The company also has had a tough time getting its asthma inhalers into the
German market, though analysts believe regulatory approval will come through in
the next six months. Such a move "would be a big upside for the stock," says
Shahina Mukadam, pharmaceutical analyst at Motilal Oswal Securities in Bombay.
Cipla, the second-largest maker of aerosol inhalers after 3M of the U.S., has
tied up with three pharmaceutical firms in Germany to sell its CFC-free inhaler
in that country on a profit-sharing basis. Because CFC damages the ozone layer,
many European nations are eager to switch to products that use other substances
as a propellant.
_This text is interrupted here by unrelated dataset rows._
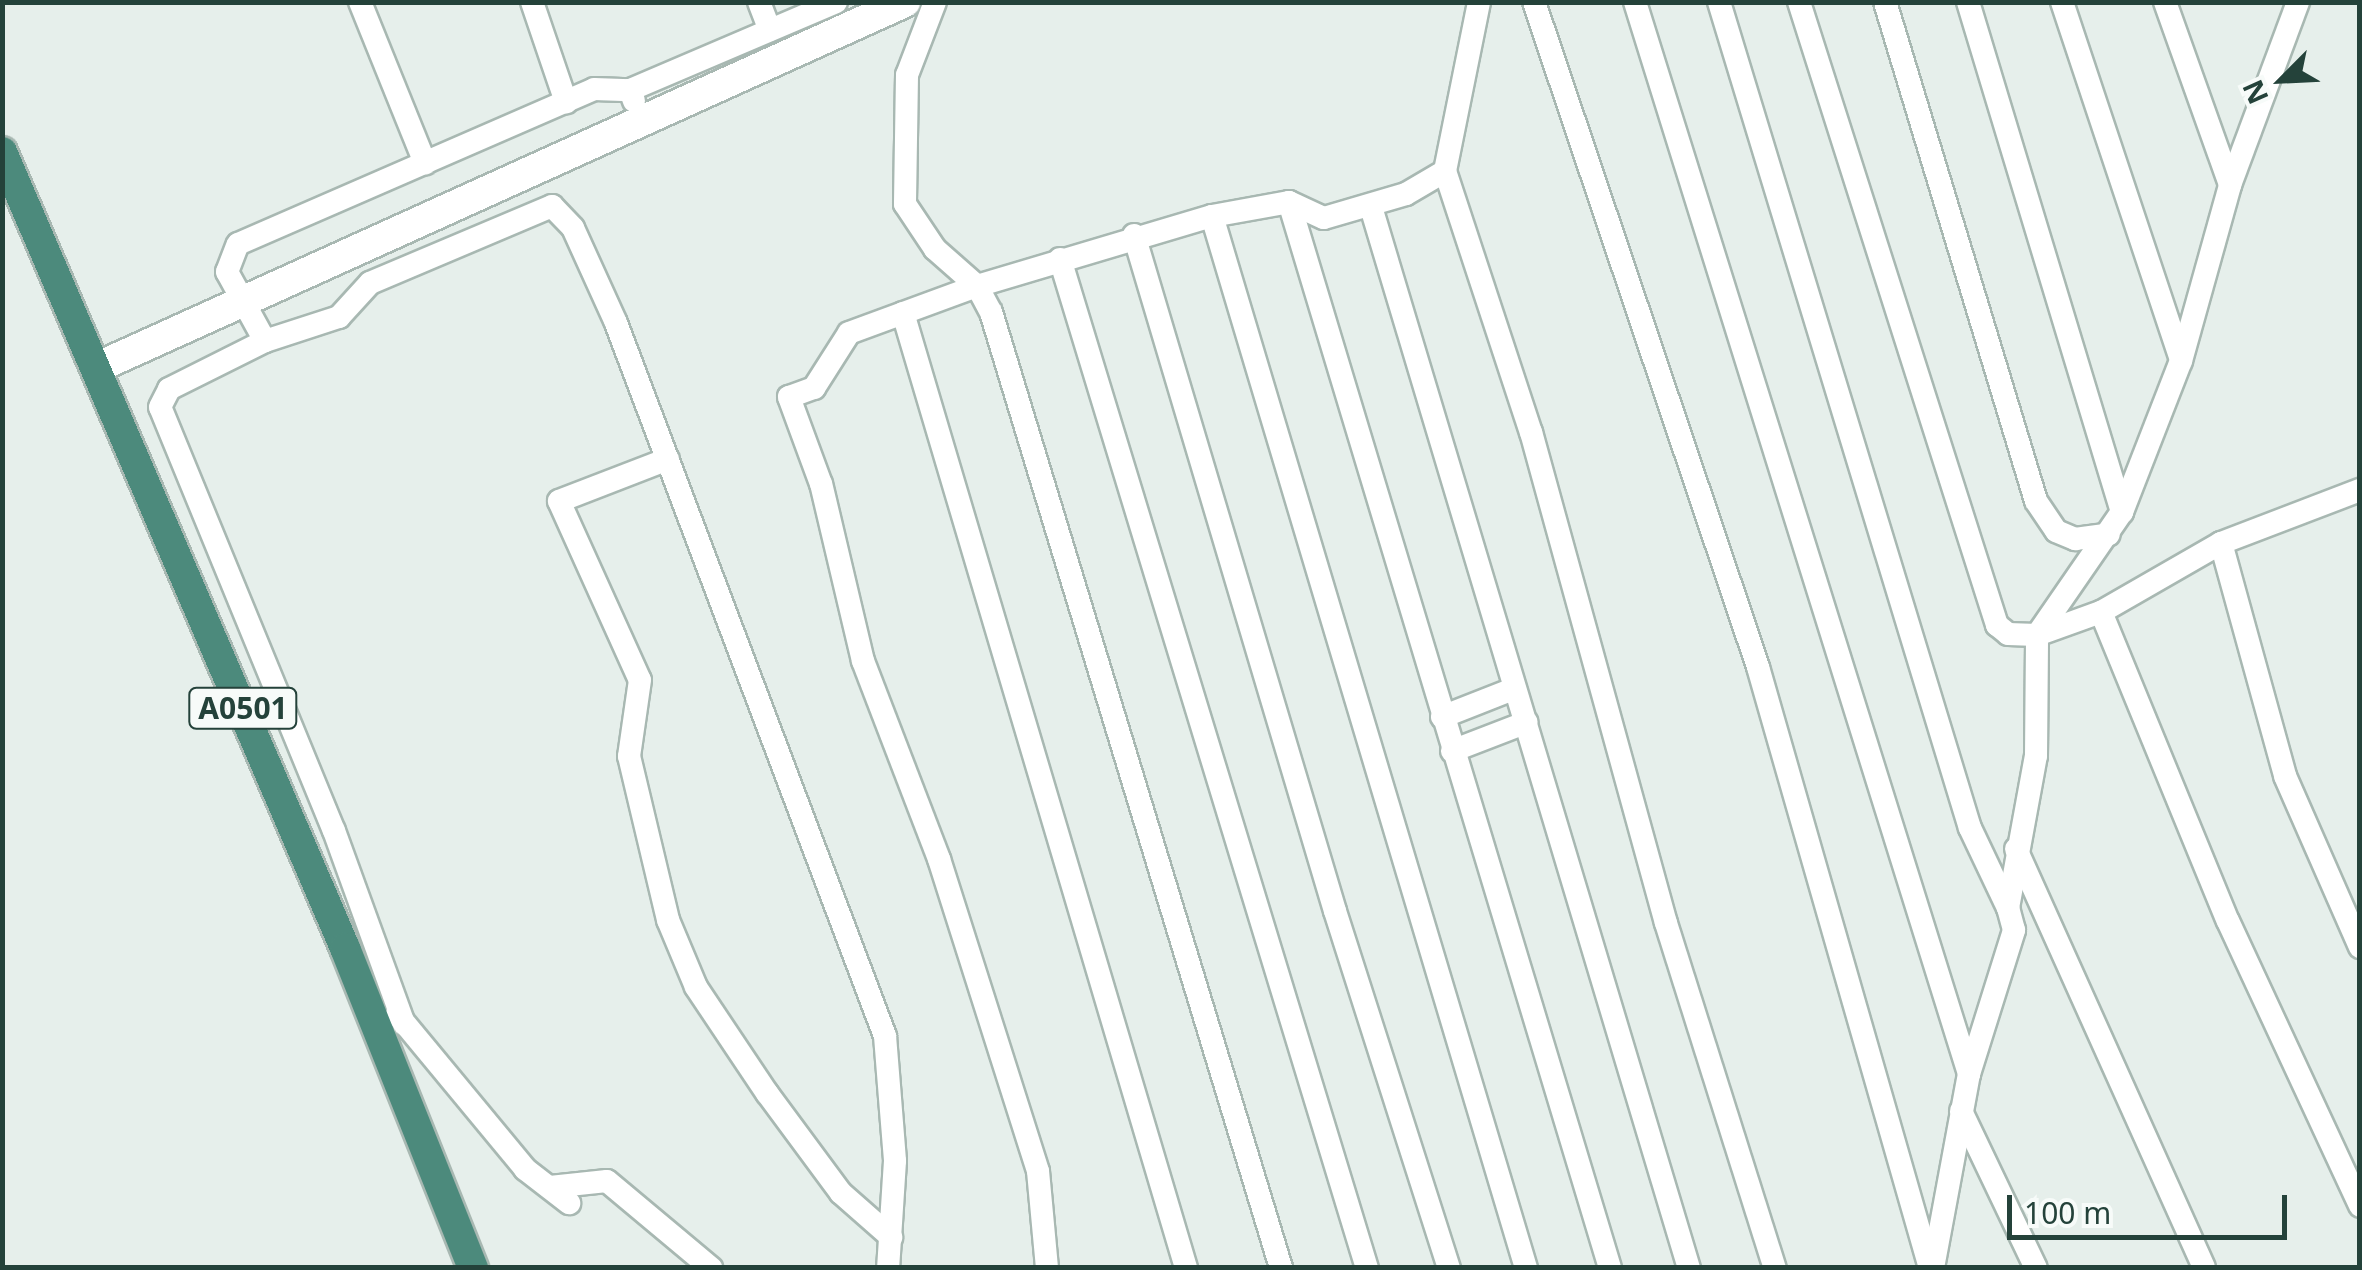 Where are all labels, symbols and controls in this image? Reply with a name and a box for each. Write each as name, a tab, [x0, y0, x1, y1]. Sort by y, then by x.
north arrow	[2232, 30, 2332, 130]
text: N	[2233, 74, 2277, 110]
road number: A0501	[188, 683, 298, 733]
scale bar	[2012, 1175, 2292, 1237]
text: 100 m	[2024, 1192, 2111, 1233] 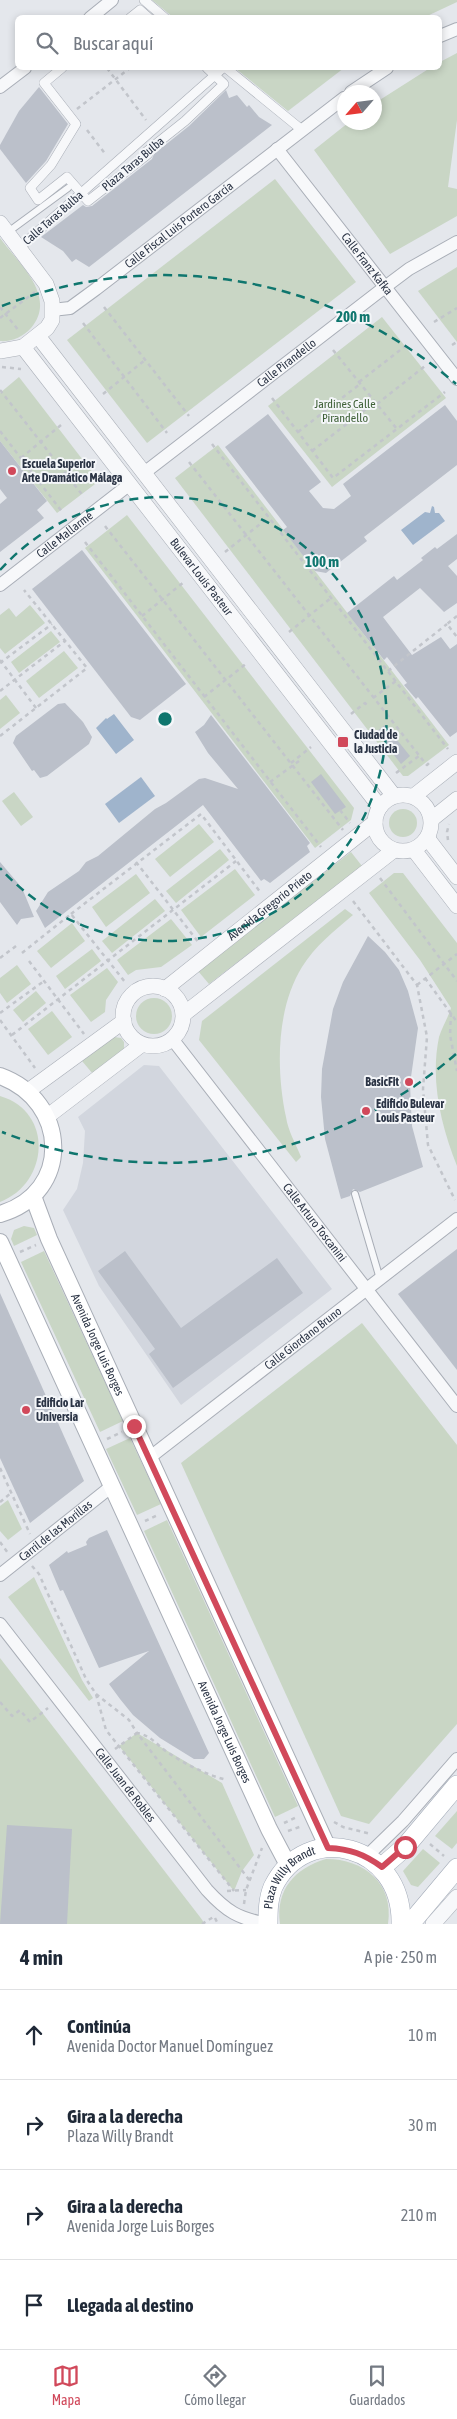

Rajesh Vora of ICICI Securities in Bombay says Cipla could
increase sales of $10 million in its first year of offering the inhaler in
Germany alone, where the annual market for the product is about $200 million.
The company also has nine different versions of CFC-free inhalers in the
pipeline for use in other European markets.
Cipla is "working on so many products, and it cannot fail on all fronts," Mr.
Chheda of Pioneer Intermediaries says. "Some of them have to click." ASK-Raymond
James says Cipla stands to benefit from its U.S. initiatives during the next 12
months.
Most of the brokerage firms surveyed for this article had a "buy" rating on
Cipla. ICICI Securities is projecting the company's stock to jump 30% in the
next 12 months from its current level of 1,150 rupees ($25.39). Pioneer
Intermediaries expects the stock to climb 20% in the next 12 months.